YOUR OBJECTIVE: Across the entries below, tally every line that holds the string "Brook" and reply with the number only.

DATA SHOWN:
◇ ◇ ◇ ◇

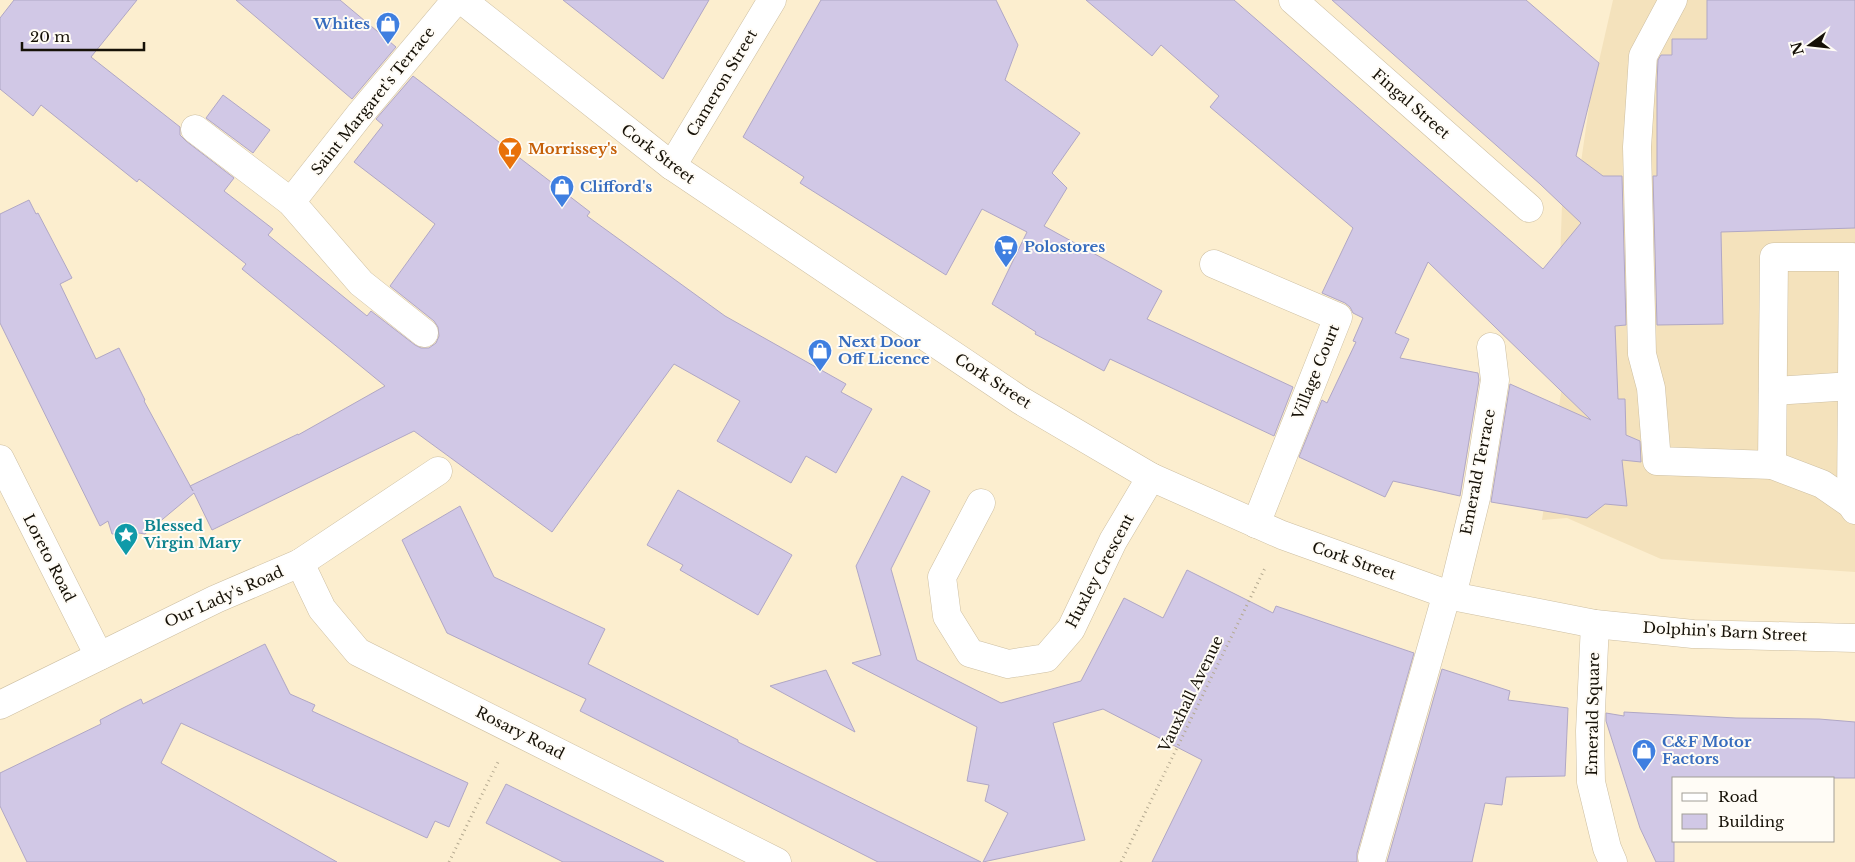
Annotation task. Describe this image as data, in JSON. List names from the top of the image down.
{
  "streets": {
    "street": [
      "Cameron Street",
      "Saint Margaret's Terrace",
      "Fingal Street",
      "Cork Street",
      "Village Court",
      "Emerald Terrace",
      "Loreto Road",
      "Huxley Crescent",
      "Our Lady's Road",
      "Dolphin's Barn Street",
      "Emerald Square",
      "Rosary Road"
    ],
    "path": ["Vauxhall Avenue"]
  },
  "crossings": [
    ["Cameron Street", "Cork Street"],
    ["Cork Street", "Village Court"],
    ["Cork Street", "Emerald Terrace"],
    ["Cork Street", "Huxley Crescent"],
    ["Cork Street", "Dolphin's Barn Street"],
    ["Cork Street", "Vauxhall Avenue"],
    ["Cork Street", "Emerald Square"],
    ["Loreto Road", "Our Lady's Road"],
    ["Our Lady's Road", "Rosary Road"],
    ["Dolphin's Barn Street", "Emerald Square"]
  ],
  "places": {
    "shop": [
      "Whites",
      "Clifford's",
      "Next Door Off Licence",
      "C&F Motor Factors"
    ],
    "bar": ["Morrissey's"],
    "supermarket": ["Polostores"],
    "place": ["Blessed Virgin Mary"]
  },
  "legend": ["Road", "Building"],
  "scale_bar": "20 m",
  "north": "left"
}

◇ ◇ ◇ ◇

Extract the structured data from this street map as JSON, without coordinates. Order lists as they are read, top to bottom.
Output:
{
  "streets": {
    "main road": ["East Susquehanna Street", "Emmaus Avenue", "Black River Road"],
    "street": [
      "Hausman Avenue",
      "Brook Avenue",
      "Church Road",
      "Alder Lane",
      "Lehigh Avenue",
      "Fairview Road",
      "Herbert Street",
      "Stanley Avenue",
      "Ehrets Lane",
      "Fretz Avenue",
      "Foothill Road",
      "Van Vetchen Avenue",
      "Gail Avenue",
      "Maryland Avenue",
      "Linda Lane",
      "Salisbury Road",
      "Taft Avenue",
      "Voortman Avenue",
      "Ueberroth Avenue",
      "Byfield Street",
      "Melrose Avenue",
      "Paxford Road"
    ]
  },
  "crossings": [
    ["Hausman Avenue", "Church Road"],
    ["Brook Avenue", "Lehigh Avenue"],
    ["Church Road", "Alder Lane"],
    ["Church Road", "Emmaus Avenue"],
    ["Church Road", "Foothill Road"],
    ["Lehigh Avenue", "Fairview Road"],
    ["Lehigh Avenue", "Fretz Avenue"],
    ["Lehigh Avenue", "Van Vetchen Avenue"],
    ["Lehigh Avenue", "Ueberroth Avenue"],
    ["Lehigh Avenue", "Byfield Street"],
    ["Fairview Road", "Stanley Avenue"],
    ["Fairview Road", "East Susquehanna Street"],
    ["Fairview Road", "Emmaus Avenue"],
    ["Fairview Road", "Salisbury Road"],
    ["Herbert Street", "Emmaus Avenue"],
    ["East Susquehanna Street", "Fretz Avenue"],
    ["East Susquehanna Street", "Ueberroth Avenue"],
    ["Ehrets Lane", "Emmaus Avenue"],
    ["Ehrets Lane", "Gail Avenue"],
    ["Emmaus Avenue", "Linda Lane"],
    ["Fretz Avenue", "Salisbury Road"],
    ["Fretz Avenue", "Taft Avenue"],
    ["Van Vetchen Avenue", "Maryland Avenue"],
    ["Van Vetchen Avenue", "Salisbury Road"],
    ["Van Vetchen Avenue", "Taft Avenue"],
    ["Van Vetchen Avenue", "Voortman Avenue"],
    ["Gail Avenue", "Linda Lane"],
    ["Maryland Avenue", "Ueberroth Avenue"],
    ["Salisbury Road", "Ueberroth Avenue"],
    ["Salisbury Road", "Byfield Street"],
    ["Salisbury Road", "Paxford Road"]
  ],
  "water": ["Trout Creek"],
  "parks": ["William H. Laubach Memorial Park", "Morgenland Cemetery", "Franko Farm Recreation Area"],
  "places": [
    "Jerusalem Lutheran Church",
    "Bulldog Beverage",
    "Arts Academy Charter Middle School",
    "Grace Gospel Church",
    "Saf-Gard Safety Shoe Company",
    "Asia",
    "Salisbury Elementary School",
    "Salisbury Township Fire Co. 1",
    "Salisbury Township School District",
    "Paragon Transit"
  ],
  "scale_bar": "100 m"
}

◇ ◇ ◇ ◇

COMPLETED EXERCISE: 2